Nothing took to Twitter to announce the withdrawal, stating, “We’ve removed the Nothing Chats beta from the Play Store and will be delaying the launch until further notice to work with Sunbird to fix several bugs. We apologize for the delay and will do right by our users.”
However, a thorough technical analysis conducted by Rida F’kih from Texts.com and Twitter users @batuhan and @1ConanEdogowa has uncovered a more troubling narrative. It appears that Nothing’s service provider, Sunbird, may have misled users about the end-to-end encrypted nature of messages passing through its servers.
To use Nothing Chats, users were required to sign in with their Apple ID on Sunbird servers, operating on a Mac mini running a virtual machine. While Sunbird claimed that the messages sent to its servers were encrypted, the analysis revealed that the JSON Web Tokens (JWT) generated by the service were sent unencrypted to another Sunbird server without SSL protection. This left them susceptible to interception by potential attackers.

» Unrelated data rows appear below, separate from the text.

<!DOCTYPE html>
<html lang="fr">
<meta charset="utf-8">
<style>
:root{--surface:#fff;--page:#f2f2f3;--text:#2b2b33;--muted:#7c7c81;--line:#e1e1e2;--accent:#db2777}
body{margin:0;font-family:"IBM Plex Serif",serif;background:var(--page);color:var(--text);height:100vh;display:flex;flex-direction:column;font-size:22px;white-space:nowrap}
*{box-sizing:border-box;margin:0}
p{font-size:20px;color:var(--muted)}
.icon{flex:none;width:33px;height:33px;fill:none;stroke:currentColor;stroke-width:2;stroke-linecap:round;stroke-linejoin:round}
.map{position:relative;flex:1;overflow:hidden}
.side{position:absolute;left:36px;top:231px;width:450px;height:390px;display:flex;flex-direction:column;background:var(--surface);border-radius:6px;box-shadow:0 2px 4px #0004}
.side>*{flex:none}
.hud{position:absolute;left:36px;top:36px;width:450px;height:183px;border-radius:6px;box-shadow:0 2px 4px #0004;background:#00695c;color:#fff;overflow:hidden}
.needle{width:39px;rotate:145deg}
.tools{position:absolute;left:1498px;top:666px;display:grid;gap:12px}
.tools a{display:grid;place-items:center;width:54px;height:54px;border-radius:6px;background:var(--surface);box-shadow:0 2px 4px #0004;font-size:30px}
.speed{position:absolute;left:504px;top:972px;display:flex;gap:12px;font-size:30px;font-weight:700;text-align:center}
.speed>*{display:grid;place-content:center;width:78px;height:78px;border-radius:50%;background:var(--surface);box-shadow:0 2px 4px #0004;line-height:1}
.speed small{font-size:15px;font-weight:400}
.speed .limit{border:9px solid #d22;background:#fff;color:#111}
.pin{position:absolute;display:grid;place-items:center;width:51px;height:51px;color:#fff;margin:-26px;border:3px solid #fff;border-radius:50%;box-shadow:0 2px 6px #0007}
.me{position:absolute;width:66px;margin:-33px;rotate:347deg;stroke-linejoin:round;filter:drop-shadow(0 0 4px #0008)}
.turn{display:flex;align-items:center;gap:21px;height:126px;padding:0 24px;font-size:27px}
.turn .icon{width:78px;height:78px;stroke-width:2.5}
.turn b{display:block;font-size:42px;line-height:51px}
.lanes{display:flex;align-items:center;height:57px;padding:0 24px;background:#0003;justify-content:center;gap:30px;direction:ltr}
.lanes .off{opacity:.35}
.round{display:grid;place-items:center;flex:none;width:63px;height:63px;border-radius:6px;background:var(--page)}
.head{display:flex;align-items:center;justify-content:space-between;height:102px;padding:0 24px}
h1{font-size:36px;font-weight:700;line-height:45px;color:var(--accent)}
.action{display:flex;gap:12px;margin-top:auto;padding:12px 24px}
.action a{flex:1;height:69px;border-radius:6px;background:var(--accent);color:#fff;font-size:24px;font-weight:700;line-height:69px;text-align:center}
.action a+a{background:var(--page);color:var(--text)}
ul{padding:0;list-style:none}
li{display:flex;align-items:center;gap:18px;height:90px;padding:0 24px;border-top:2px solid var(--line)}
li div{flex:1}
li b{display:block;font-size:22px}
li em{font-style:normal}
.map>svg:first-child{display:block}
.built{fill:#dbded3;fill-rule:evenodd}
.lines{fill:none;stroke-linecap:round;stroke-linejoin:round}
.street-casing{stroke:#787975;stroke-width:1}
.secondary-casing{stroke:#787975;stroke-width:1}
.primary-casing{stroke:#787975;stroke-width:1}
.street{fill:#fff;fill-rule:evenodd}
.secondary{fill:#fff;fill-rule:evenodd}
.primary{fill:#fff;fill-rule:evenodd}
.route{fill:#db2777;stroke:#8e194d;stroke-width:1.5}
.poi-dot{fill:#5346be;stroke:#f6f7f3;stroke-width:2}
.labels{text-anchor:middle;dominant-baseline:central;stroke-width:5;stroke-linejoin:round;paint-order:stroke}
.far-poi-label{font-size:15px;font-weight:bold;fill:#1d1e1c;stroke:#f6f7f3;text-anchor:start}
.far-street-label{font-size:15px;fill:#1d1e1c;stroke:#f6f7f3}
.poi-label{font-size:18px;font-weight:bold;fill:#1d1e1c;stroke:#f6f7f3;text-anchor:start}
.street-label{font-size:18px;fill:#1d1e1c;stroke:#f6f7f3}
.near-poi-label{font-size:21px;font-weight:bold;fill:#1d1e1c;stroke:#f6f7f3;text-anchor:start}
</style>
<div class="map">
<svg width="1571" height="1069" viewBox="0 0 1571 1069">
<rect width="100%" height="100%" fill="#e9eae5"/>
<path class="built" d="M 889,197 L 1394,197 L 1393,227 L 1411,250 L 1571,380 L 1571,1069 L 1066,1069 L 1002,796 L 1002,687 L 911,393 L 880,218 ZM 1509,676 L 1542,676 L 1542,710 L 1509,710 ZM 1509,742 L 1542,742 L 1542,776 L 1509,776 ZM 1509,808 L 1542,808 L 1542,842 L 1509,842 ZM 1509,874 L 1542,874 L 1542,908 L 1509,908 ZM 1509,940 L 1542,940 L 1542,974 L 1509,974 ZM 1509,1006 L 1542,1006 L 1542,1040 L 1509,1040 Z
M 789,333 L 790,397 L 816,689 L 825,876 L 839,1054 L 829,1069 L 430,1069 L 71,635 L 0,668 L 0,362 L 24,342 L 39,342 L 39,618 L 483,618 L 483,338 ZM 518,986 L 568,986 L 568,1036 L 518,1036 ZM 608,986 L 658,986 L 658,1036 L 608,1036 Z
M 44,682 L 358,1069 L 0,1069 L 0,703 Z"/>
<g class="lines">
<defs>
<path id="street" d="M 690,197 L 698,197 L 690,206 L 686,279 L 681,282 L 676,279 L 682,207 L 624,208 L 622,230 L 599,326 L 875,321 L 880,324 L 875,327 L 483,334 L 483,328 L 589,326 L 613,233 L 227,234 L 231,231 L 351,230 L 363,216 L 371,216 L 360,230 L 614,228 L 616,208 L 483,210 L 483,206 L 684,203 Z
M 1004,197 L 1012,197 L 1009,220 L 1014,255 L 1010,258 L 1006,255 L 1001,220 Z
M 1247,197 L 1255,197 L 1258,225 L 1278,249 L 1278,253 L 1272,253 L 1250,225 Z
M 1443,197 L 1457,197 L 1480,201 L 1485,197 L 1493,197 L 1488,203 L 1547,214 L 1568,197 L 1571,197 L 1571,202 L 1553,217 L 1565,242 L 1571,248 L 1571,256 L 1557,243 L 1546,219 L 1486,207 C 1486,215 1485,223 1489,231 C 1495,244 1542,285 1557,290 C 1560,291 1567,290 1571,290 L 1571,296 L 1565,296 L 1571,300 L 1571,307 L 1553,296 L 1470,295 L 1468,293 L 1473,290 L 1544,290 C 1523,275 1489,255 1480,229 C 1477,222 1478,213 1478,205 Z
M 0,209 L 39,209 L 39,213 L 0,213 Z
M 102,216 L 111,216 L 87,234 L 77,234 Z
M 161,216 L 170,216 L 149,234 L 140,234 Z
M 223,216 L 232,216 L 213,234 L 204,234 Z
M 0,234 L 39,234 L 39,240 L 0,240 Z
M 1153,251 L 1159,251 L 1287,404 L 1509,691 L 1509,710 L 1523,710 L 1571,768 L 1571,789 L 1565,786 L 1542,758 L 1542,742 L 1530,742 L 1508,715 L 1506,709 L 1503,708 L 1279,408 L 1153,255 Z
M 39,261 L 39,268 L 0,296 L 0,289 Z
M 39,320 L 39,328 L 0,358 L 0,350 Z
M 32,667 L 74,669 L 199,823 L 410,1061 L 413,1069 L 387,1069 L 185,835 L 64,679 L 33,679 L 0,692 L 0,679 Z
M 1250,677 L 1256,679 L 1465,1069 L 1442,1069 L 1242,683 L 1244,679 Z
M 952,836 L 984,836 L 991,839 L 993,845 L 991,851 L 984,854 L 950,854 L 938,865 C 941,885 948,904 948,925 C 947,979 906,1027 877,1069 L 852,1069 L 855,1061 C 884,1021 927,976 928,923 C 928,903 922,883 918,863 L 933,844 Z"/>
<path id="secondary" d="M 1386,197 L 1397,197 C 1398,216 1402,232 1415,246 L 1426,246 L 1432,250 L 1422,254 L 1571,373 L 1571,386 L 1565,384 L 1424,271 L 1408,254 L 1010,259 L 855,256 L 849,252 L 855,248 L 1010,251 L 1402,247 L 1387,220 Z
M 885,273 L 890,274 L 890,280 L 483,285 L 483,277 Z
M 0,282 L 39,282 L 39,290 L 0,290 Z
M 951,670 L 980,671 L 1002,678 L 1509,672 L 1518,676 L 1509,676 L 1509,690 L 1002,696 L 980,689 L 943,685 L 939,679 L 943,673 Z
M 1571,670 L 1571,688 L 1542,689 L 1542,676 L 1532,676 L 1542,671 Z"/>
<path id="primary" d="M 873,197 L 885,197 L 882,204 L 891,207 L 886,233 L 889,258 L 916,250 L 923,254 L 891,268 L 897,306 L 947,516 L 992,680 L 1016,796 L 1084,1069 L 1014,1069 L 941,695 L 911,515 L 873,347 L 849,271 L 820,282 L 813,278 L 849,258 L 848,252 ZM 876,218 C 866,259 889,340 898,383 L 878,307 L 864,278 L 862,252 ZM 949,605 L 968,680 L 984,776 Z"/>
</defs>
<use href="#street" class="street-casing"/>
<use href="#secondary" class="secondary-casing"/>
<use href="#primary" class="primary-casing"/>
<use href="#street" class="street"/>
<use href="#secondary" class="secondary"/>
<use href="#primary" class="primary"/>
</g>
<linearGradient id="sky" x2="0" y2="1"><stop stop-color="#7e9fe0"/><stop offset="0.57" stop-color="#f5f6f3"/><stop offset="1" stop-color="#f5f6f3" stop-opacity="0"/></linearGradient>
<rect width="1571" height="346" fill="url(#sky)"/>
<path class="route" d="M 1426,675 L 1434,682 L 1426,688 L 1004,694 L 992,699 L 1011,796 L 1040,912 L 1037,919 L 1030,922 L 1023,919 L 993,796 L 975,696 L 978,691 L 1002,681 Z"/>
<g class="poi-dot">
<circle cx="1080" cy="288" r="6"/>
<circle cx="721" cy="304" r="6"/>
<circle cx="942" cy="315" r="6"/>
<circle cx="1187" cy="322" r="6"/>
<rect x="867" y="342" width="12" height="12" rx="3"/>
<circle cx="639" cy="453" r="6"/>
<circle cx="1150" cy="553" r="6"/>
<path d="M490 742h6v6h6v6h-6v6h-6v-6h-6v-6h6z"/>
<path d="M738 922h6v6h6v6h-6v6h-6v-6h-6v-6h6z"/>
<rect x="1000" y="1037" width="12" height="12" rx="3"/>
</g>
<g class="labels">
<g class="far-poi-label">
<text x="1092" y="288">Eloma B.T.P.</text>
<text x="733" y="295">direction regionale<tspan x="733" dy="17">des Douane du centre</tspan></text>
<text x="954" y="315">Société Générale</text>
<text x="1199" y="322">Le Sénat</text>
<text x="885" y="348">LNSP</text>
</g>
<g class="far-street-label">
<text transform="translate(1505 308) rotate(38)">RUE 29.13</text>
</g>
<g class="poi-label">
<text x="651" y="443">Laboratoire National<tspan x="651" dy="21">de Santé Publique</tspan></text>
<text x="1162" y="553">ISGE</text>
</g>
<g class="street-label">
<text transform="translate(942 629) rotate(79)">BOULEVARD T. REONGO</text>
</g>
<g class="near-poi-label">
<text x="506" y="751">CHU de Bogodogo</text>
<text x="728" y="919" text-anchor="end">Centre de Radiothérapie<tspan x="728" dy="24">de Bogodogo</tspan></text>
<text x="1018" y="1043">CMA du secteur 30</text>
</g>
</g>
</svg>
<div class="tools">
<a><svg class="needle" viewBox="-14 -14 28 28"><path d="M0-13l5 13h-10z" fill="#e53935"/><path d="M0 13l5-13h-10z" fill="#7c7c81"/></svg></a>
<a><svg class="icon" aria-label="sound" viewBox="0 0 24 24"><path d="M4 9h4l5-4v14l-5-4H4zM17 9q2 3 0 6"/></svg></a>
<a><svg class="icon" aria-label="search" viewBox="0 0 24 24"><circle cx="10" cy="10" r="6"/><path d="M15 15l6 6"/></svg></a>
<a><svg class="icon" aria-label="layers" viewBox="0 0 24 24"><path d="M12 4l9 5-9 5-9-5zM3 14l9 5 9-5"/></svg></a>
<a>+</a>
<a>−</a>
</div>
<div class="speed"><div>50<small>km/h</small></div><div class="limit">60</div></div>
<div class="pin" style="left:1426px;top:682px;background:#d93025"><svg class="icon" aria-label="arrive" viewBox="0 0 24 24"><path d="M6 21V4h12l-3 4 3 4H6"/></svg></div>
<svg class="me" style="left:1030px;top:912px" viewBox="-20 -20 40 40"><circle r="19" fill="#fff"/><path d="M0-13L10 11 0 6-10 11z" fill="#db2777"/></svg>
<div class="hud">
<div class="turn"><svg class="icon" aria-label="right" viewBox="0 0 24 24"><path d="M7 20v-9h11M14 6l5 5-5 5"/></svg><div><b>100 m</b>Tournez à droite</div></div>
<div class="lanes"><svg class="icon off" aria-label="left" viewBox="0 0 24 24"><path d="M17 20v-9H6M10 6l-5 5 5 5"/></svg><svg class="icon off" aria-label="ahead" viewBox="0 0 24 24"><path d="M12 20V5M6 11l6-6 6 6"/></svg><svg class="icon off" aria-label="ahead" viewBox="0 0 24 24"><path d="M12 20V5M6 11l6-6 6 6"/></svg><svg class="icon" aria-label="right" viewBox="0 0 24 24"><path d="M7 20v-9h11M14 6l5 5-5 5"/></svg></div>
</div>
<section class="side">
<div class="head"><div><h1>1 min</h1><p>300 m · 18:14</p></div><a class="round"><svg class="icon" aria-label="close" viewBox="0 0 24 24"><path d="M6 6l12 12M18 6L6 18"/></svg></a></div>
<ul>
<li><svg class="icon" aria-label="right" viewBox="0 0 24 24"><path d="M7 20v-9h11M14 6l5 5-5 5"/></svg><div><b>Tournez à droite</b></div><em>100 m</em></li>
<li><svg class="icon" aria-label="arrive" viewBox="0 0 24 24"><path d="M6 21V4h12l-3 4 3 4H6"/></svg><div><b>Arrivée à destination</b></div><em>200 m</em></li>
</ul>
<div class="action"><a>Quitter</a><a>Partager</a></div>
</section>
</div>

What’s more concerning is that these messages were decrypted and stored on Sunbird servers, providing attackers with a window of opportunity to access them before the intended recipients. Texts.com demonstrated this vulnerability by intercepting JWTs, gaining access to the Firebase real-time database, and downloading user information and conversations with just 23 lines of code.
While the privacy issue seems to be directly tied to Sunbird, Nothing’s association with the service provider implicates the company in the matter. Describing these critical security issues as mere “bugs” appears to be a downplaying of the severity of the situation.
The future of Nothing Chats remains uncertain as the company works to address these security concerns. In the meantime, users are advised to exercise caution when using third-party services, especially those requiring sensitive credentials. This development comes at a time when Apple has announced RCS support, potentially making alternatives less appealing.
Tech Mansion will continue to monitor this situation and provide updates as it unfolds.